### TRY IT:
A verbatim printing of the entries that follow is needed; pictures must not appear in it.

***

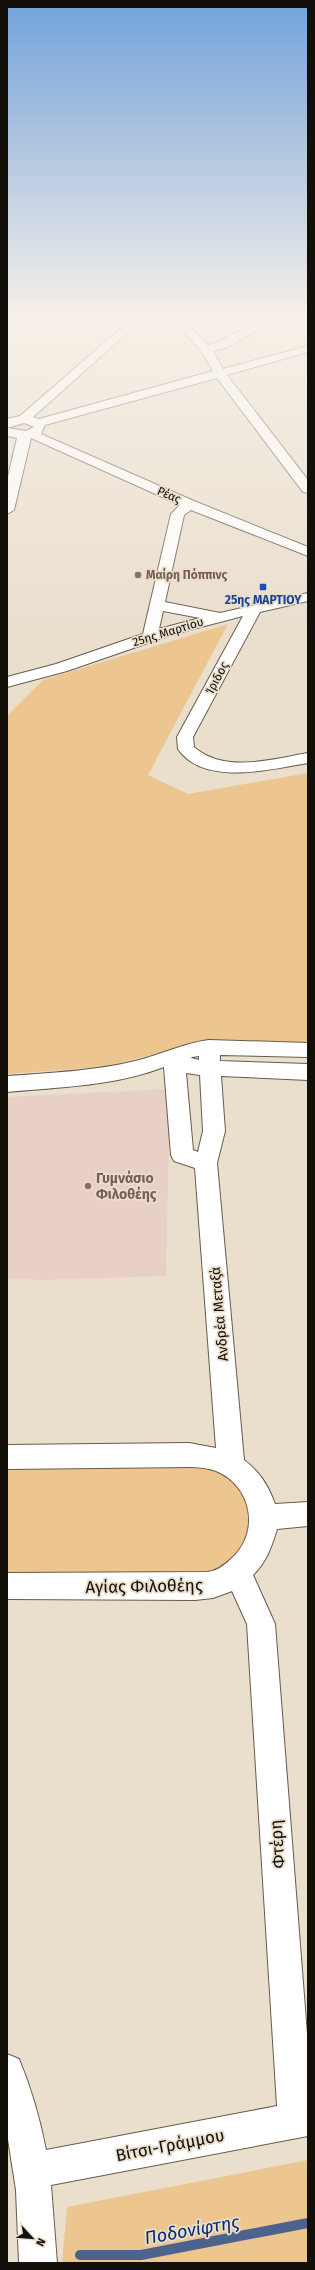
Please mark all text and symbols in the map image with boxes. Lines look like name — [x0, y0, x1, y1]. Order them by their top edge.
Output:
street label: Ρέας — [155, 484, 183, 507]
place label: Μαίρη Πόππινς — [146, 567, 228, 582]
marker: Μαίρη Πόππινς — [133, 570, 143, 580]
marker: 25ης ΜΑΡΤΙΟΥ — [258, 582, 268, 592]
place label: 25ης ΜΑΡΤΙΟΥ — [225, 593, 302, 607]
street label: 25ης Μαρτίου — [131, 615, 205, 649]
street label: Ίριδος — [203, 659, 231, 697]
place label: Γυμνάσιο Φιλοθέης — [96, 1170, 157, 1203]
marker: Γυμνάσιο Φιλοθέης — [83, 1181, 93, 1191]
street label: Ανδρέα Μεταξά — [207, 1266, 232, 1362]
street label: Αγίας Φιλοθέης — [85, 1575, 203, 1598]
street label: Φτέρη — [265, 1819, 290, 1869]
street label: Βίτσι-Γράμμου — [114, 2125, 226, 2166]
water label: Ποδονίφτης — [143, 2211, 242, 2249]
north arrow — [12, 2218, 52, 2258]
text: N — [33, 2236, 48, 2248]

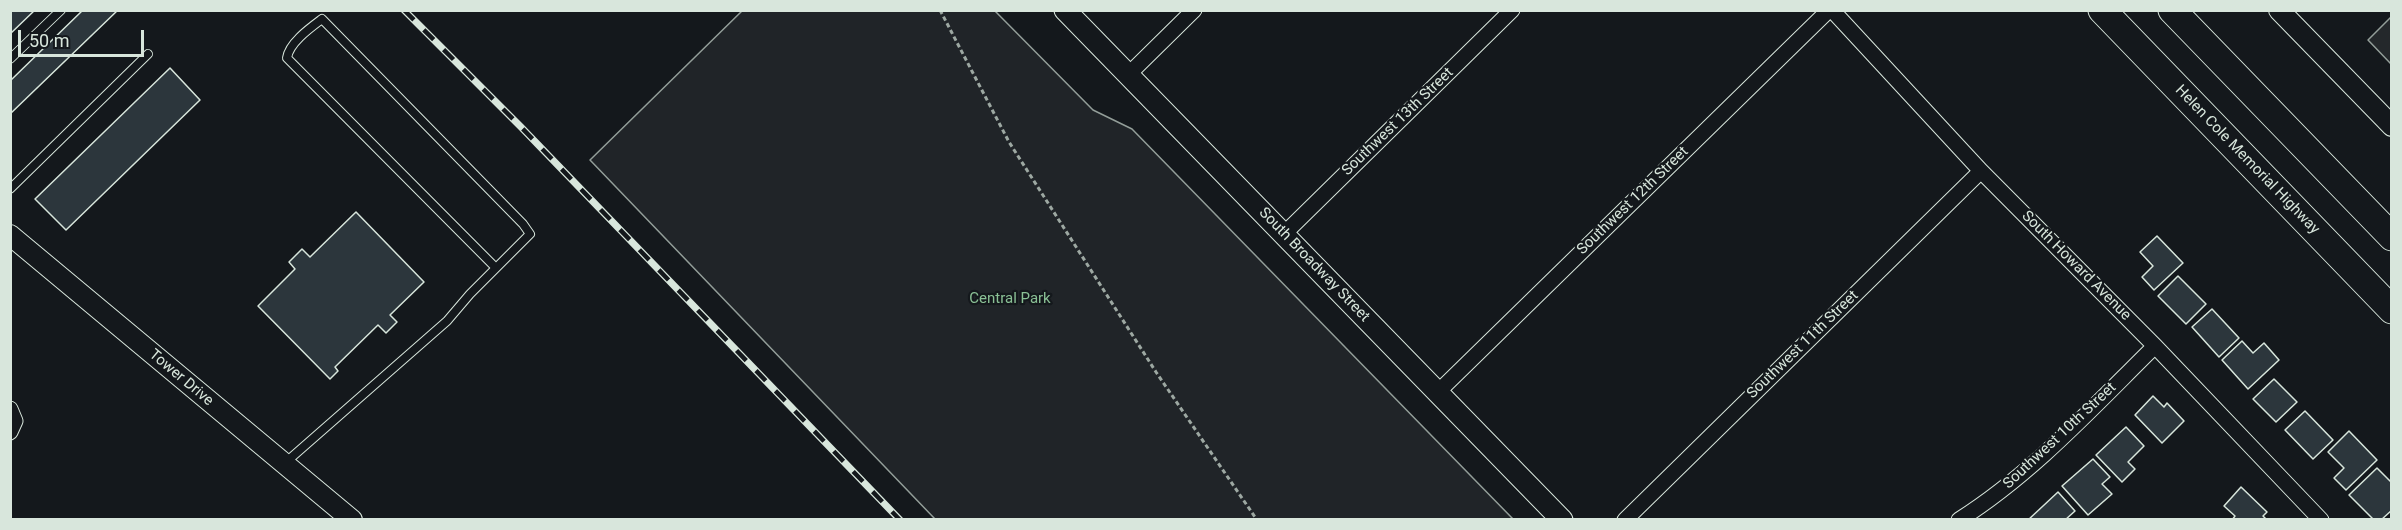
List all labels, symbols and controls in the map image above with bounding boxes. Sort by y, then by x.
scale bar [21,18,147,56]
text: 50 m [29,30,69,51]
street label: Southwest 13th Street [1339,64,1457,180]
street label: Helen Cole Memorial Highway [2171,82,2323,238]
street label: Southwest 12th Street [1574,143,1692,259]
street label: South Broadway Street [1255,204,1373,326]
street label: South Howard Avenue [2017,207,2135,325]
street label: Southwest 11th Street [1744,287,1862,403]
park label: Central Park [969,290,1051,308]
street label: Tower Drive [145,346,217,410]
street label: Southwest 10th Street [2000,379,2120,493]

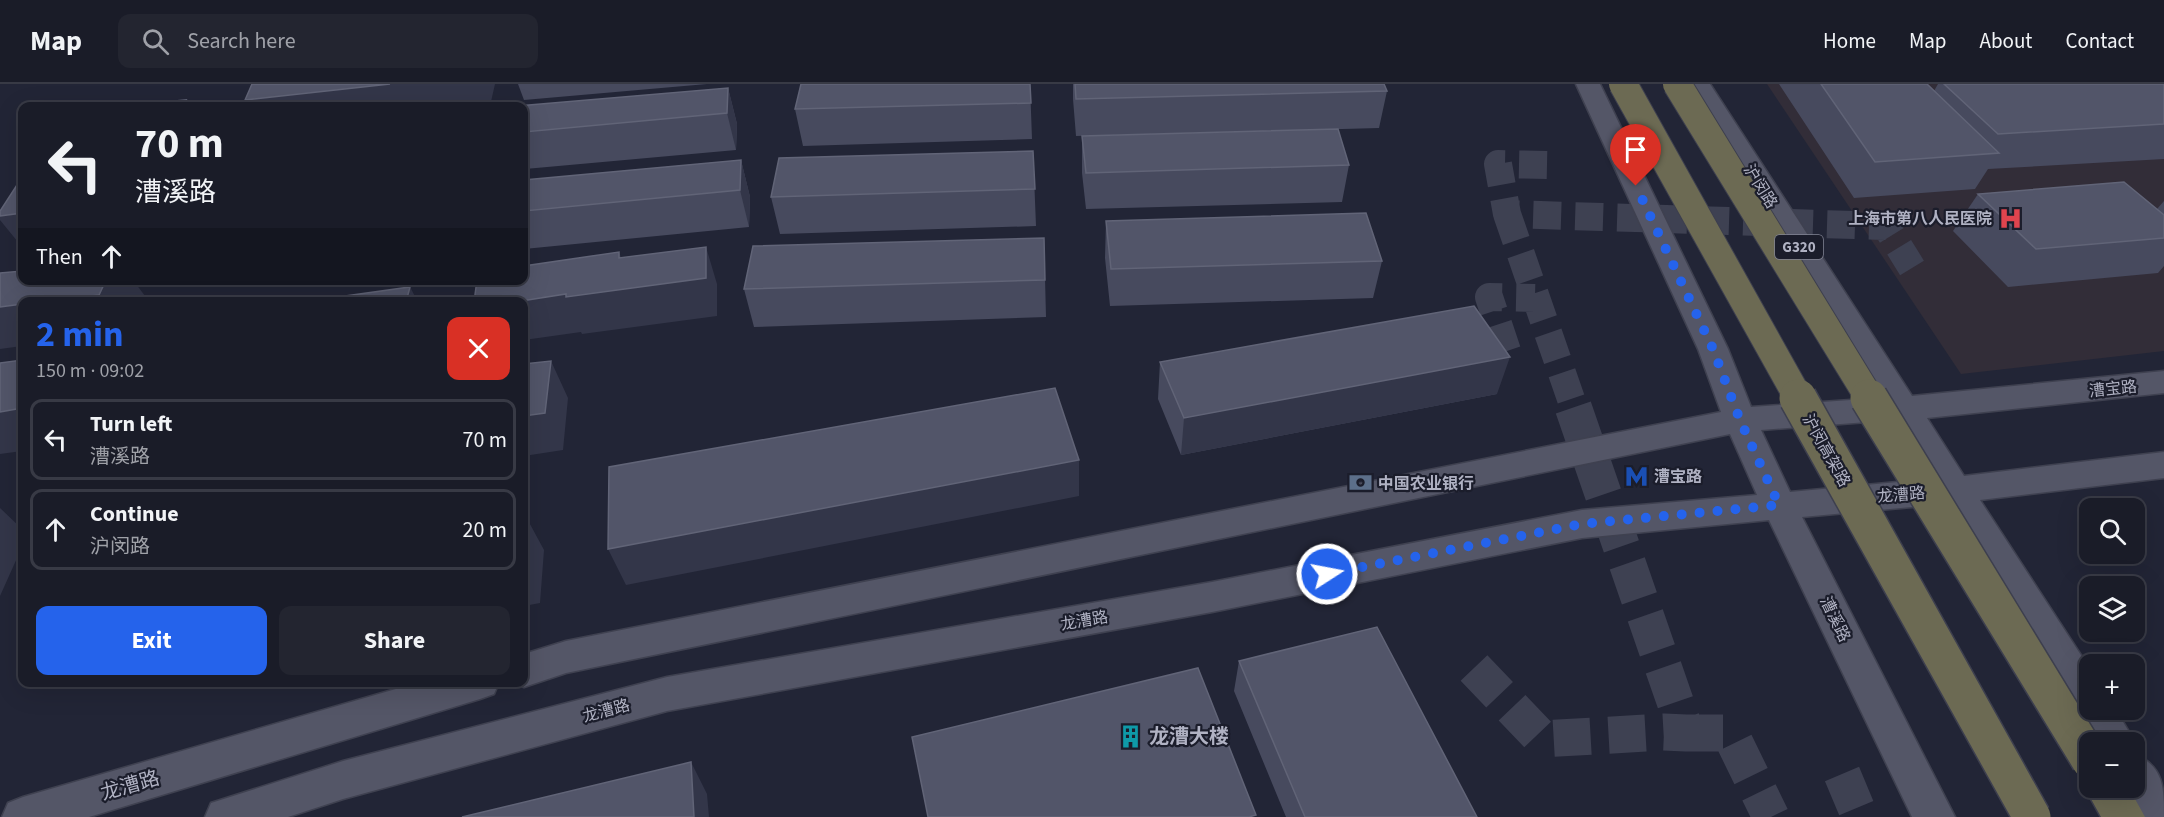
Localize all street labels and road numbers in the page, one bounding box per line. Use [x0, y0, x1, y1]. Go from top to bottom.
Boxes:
street label: 沪闵路 [1738, 160, 1782, 213]
road number: G320 [1775, 235, 1823, 259]
street label: 漕宝路 [2088, 376, 2138, 402]
street label: 沪闵高架路 [1797, 410, 1855, 491]
street label: 龙漕路 [1876, 482, 1926, 508]
street label: 漕溪路 [1815, 593, 1856, 646]
street label: 龙漕路 [1059, 606, 1110, 636]
street label: 龙漕路 [580, 694, 632, 728]
street label: 龙漕路 [98, 764, 163, 808]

***

### REPLY TO THE EXERCISE:
Please mark all text and symbols in the map image with boxes. Lines look like name — [x0, y0, x1, y1]. Order them by their top edge.
Output:
street label: Ρέας — [155, 484, 183, 507]
place label: Μαίρη Πόππινς — [146, 567, 228, 582]
marker: Μαίρη Πόππινς — [133, 570, 143, 580]
marker: 25ης ΜΑΡΤΙΟΥ — [258, 582, 268, 592]
place label: 25ης ΜΑΡΤΙΟΥ — [225, 593, 302, 607]
street label: 25ης Μαρτίου — [131, 615, 205, 649]
street label: Ίριδος — [203, 659, 231, 697]
place label: Γυμνάσιο Φιλοθέης — [96, 1170, 157, 1203]
marker: Γυμνάσιο Φιλοθέης — [83, 1181, 93, 1191]
street label: Ανδρέα Μεταξά — [207, 1266, 232, 1362]
street label: Αγίας Φιλοθέης — [85, 1575, 203, 1598]
street label: Φτέρη — [265, 1819, 290, 1869]
street label: Βίτσι-Γράμμου — [114, 2125, 226, 2166]
water label: Ποδονίφτης — [143, 2211, 242, 2249]
north arrow — [12, 2218, 52, 2258]
text: N — [33, 2236, 48, 2248]

List all labels, symbols and controls in the map image above with bounding boxes. Sort by y, then by x.
scale bar [21,18,147,56]
text: 50 m [29,30,69,51]
street label: Southwest 13th Street [1339,64,1457,180]
street label: Helen Cole Memorial Highway [2171,82,2323,238]
street label: Southwest 12th Street [1574,143,1692,259]
street label: South Broadway Street [1255,204,1373,326]
street label: South Howard Avenue [2017,207,2135,325]
street label: Southwest 11th Street [1744,287,1862,403]
park label: Central Park [969,290,1051,308]
street label: Tower Drive [145,346,217,410]
street label: Southwest 10th Street [2000,379,2120,493]

Localize all street labels and road numbers in the page, one bounding box per line. Use [x0, y0, x1, y1]. Go from top to bottom.
Boxes:
street label: 沪闵路 [1738, 160, 1782, 213]
road number: G320 [1775, 235, 1823, 259]
street label: 漕宝路 [2088, 376, 2138, 402]
street label: 沪闵高架路 [1797, 410, 1855, 491]
street label: 龙漕路 [1876, 482, 1926, 508]
street label: 漕溪路 [1815, 593, 1856, 646]
street label: 龙漕路 [1059, 606, 1110, 636]
street label: 龙漕路 [580, 694, 632, 728]
street label: 龙漕路 [98, 764, 163, 808]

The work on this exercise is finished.